Admittedly, it was against the Raiders' defense, but Sanders demonstrated that the NFL level was not overwhelming for him. With a full week to get ready, he was effective, taking what the opposition gave him and displaying glimpses of improvisation. Sanders became the first Browns rookie quarterback to win his debut game since 1995.
Absence of Vision
The rookie quarterback and his classmates of the Browns' first-year players symbolize future potential. That's a reflection the Raiders should avoid. Good organizations recognize their position in the ecosystem: you're either a championship candidate, a competitive squad, or undergoing reconstruction. Vegas entered 2025 thinking they were a few adjustments away from respectability. In spite of the overwhelming evidence otherwise, they failed to adjust midstream. Like Cleveland, Vegas should be throwing out young players to find out what they have for the future. But only two rookies have seen real playing time. There has apparently already been tension between the coaching staff and the front office regarding the limited playing time for two rookie offensive linemen, despite the o-line being a sieve. Rookie receivers Jack Bech and Dont'e Thornton Jr have combined for nine receptions in 11 games, despite the lack of spark in the aerial attack. Carroll continues to utilize experienced veterans on the defensive side over rookies in need of reps.
Uncertain Future
Where is the future direction? Will the coach return or the GM or Smith? And who truly decides those decisions, Brady or Davis? How can a franchise operate when its most powerful decision-maker participates sporadically, signs off major organizational decisions, and then disappears on side quests?

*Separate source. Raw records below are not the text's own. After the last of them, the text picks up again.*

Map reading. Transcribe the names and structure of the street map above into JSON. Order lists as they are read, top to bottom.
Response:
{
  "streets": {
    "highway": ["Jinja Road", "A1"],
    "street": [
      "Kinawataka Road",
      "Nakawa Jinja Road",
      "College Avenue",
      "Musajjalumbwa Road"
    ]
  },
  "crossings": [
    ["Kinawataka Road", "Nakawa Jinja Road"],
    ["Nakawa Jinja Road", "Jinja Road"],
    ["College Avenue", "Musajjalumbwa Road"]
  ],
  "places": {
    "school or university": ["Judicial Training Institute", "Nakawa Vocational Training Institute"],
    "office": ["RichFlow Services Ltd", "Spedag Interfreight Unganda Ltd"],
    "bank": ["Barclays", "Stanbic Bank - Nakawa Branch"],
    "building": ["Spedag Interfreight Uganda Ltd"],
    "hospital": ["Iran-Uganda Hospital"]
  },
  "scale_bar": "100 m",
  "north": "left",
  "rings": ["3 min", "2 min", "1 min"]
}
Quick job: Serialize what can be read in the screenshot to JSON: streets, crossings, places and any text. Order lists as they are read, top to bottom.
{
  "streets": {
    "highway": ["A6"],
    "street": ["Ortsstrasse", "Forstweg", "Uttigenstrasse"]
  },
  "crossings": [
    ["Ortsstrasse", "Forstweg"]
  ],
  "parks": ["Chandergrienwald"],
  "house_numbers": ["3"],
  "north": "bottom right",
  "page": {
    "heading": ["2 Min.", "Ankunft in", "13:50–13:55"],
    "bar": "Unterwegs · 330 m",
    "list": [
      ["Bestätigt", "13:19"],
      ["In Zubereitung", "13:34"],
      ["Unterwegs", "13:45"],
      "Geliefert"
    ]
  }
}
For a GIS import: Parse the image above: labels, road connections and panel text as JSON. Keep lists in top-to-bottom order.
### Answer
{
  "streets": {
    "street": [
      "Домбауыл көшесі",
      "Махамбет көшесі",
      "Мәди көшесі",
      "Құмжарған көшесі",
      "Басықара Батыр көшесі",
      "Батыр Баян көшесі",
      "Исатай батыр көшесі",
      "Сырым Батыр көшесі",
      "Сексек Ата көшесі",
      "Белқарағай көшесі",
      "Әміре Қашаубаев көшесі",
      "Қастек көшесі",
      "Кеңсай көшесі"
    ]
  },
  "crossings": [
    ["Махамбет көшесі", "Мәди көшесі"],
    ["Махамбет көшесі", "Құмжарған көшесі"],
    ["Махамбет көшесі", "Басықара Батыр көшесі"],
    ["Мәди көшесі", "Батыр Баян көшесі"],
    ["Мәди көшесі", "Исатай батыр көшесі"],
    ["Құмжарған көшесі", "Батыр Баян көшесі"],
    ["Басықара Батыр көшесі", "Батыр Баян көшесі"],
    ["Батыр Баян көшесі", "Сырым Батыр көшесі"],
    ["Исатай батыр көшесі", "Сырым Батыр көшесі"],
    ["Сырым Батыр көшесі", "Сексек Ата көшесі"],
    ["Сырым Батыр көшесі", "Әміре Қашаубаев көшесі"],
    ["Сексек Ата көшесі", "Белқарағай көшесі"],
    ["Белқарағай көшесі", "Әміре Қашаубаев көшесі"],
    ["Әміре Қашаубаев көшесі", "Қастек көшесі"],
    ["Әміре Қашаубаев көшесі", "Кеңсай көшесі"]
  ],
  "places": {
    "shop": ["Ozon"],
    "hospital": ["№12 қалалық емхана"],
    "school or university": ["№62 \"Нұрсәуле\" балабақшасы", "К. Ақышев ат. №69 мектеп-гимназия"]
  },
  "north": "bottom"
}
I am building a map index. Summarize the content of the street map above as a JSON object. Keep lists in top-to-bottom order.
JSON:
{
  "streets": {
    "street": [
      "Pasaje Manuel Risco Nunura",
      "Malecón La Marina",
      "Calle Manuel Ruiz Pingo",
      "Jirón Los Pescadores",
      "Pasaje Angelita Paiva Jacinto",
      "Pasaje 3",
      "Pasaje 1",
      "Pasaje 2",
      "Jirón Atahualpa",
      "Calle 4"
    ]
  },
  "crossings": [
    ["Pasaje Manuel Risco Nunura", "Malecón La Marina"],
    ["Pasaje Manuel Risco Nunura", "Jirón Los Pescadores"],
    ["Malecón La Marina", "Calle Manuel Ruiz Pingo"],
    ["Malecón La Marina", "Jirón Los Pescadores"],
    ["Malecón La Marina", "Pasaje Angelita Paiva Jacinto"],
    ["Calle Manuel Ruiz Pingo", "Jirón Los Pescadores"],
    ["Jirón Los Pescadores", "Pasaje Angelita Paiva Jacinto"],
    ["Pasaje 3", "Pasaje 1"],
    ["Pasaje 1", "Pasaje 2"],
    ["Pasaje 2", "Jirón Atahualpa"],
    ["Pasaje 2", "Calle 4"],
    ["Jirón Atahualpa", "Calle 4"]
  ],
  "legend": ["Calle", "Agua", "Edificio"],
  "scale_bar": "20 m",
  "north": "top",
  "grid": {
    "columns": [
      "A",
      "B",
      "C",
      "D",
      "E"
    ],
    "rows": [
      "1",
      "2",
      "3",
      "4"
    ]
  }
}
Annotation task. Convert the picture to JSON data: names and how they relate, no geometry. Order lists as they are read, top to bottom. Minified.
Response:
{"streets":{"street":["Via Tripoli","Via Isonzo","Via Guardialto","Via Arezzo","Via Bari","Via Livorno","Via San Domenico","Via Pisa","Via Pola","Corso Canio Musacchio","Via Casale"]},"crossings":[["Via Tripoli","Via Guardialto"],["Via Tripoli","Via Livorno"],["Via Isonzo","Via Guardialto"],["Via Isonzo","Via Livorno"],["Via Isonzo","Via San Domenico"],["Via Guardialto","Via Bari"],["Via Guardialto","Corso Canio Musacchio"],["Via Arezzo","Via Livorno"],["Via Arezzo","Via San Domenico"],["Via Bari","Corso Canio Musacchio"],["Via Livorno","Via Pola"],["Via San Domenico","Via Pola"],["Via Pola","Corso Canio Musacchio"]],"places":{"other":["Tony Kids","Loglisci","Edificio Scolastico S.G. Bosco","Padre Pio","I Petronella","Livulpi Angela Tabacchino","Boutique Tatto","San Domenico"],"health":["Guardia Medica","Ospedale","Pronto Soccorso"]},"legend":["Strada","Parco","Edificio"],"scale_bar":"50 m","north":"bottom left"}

It's going to be a struggle for the Raiders to get better – and they are in a division stacked with perennial playoff contenders. Meanwhile, other rebuilders have paths. The Jets are loaded with future draft picks. The Tennessee and New York have talented young QBs. The Raiders have nothing. No foundation. No quarterback. No identity. No plan.
The single factor more dangerous than being bad in the NFL is not recognizing you're underperforming. The Raiders lack clarity on where they are, what they are building, or who will make decisions in the summer.
Tom Brady once mastered football through intense dedication. The Raiders could use more than an hour of it.